**The task**
Print verbatim the opening line of the material and every subsequent line through the one containing "height:16px; margin:-8px; padding:0".

____

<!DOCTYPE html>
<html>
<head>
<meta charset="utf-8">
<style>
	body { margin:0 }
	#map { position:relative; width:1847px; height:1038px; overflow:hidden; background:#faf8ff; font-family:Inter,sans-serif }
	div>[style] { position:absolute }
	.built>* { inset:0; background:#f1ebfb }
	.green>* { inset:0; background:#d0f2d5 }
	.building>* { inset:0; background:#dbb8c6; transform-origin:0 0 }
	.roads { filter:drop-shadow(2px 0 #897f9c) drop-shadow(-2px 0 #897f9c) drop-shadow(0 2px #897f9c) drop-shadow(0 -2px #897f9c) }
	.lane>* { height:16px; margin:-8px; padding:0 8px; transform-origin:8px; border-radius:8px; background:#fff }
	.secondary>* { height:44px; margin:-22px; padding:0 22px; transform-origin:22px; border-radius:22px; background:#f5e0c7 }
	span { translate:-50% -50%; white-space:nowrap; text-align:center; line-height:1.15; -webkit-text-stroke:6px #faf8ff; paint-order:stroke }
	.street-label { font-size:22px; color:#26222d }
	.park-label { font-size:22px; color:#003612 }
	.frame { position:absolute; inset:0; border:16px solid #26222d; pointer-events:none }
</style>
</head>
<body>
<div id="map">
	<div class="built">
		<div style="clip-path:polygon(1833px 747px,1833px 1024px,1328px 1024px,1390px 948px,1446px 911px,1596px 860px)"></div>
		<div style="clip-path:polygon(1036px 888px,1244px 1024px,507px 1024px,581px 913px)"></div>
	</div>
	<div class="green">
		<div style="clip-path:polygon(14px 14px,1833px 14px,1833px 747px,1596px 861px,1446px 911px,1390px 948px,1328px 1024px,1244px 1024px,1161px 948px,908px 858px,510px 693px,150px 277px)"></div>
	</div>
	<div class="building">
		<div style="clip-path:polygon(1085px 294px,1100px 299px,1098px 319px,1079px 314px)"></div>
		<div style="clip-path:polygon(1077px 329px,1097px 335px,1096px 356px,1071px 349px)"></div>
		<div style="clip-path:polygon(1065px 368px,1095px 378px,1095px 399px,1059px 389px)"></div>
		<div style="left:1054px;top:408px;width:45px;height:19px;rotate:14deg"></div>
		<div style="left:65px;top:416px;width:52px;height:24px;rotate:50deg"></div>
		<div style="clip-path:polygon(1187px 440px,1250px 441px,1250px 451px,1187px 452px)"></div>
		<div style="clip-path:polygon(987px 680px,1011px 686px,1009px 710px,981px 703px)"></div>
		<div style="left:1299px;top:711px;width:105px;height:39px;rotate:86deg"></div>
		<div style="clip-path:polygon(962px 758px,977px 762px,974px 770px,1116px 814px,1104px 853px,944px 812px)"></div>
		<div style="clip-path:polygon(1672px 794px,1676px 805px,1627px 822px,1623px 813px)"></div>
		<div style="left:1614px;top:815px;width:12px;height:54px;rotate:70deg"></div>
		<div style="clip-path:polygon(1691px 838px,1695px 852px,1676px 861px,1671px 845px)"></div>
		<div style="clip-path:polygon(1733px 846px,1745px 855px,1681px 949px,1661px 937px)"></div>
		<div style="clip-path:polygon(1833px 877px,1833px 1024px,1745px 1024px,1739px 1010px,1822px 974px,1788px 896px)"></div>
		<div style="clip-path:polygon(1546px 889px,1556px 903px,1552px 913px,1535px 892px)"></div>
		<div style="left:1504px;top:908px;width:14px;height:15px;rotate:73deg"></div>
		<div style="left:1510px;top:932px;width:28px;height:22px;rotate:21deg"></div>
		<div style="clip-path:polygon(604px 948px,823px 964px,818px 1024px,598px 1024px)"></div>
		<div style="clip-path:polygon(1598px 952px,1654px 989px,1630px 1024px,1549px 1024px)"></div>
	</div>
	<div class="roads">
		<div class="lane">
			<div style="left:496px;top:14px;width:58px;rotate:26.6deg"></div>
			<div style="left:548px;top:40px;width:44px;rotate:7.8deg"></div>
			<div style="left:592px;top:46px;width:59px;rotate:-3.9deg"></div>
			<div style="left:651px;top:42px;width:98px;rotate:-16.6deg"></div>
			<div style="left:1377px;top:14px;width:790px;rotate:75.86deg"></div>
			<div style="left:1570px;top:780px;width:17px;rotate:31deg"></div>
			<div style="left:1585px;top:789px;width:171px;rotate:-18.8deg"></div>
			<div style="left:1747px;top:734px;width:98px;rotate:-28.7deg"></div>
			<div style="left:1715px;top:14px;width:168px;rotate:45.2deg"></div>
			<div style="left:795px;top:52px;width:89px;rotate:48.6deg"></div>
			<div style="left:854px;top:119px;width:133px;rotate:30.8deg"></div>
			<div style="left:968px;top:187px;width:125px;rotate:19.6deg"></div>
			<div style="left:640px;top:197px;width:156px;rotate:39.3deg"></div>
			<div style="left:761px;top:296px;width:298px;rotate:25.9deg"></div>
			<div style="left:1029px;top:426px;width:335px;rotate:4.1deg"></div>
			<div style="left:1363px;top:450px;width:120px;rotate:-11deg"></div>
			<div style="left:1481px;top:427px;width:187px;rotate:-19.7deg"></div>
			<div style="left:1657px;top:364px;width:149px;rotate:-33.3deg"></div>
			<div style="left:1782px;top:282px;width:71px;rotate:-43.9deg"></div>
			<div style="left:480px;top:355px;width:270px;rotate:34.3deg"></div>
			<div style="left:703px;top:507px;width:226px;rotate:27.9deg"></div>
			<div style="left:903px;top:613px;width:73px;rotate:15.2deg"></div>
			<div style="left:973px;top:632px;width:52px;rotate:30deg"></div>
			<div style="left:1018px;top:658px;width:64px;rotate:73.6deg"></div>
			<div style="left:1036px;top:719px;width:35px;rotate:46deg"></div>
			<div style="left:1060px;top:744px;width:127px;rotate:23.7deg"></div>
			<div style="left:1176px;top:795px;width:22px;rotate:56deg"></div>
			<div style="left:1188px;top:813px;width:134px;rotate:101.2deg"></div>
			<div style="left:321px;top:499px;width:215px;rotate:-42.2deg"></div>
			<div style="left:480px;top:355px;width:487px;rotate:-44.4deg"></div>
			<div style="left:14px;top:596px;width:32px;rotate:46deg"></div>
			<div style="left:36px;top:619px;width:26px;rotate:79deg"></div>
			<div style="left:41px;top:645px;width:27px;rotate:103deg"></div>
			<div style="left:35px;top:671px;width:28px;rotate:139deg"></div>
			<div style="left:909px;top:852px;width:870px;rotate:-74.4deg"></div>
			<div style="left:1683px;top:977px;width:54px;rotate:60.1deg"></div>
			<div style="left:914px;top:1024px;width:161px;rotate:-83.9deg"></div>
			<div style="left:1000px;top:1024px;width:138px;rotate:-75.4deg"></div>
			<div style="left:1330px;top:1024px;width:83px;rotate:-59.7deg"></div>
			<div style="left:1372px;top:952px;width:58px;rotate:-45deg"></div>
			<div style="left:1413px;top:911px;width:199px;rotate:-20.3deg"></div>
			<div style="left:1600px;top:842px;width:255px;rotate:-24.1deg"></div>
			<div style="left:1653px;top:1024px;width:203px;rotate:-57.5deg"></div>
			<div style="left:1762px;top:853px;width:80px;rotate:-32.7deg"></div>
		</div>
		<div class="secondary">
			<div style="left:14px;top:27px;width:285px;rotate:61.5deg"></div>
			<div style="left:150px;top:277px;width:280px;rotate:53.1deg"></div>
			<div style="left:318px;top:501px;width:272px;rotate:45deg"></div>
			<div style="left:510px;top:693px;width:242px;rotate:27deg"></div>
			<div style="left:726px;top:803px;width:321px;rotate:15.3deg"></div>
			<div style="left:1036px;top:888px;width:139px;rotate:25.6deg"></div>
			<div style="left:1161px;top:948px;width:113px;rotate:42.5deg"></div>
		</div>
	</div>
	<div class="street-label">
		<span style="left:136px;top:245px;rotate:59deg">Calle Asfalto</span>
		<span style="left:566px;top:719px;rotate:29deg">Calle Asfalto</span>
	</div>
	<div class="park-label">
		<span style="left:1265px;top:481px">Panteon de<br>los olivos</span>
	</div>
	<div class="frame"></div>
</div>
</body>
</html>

____

**Your solution**
<!DOCTYPE html>
<html>
<head>
<meta charset="utf-8">
<style>
	body { margin:0 }
	#map { position:relative; width:1847px; height:1038px; overflow:hidden; background:#faf8ff; font-family:Inter,sans-serif }
	div>[style] { position:absolute }
	.built>* { inset:0; background:#f1ebfb }
	.green>* { inset:0; background:#d0f2d5 }
	.building>* { inset:0; background:#dbb8c6; transform-origin:0 0 }
	.roads { filter:drop-shadow(2px 0 #897f9c) drop-shadow(-2px 0 #897f9c) drop-shadow(0 2px #897f9c) drop-shadow(0 -2px #897f9c) }
	.lane>* { height:16px; margin:-8px; padding:0 8px; transform-origin:8px; border-radius:8px; background:#fff }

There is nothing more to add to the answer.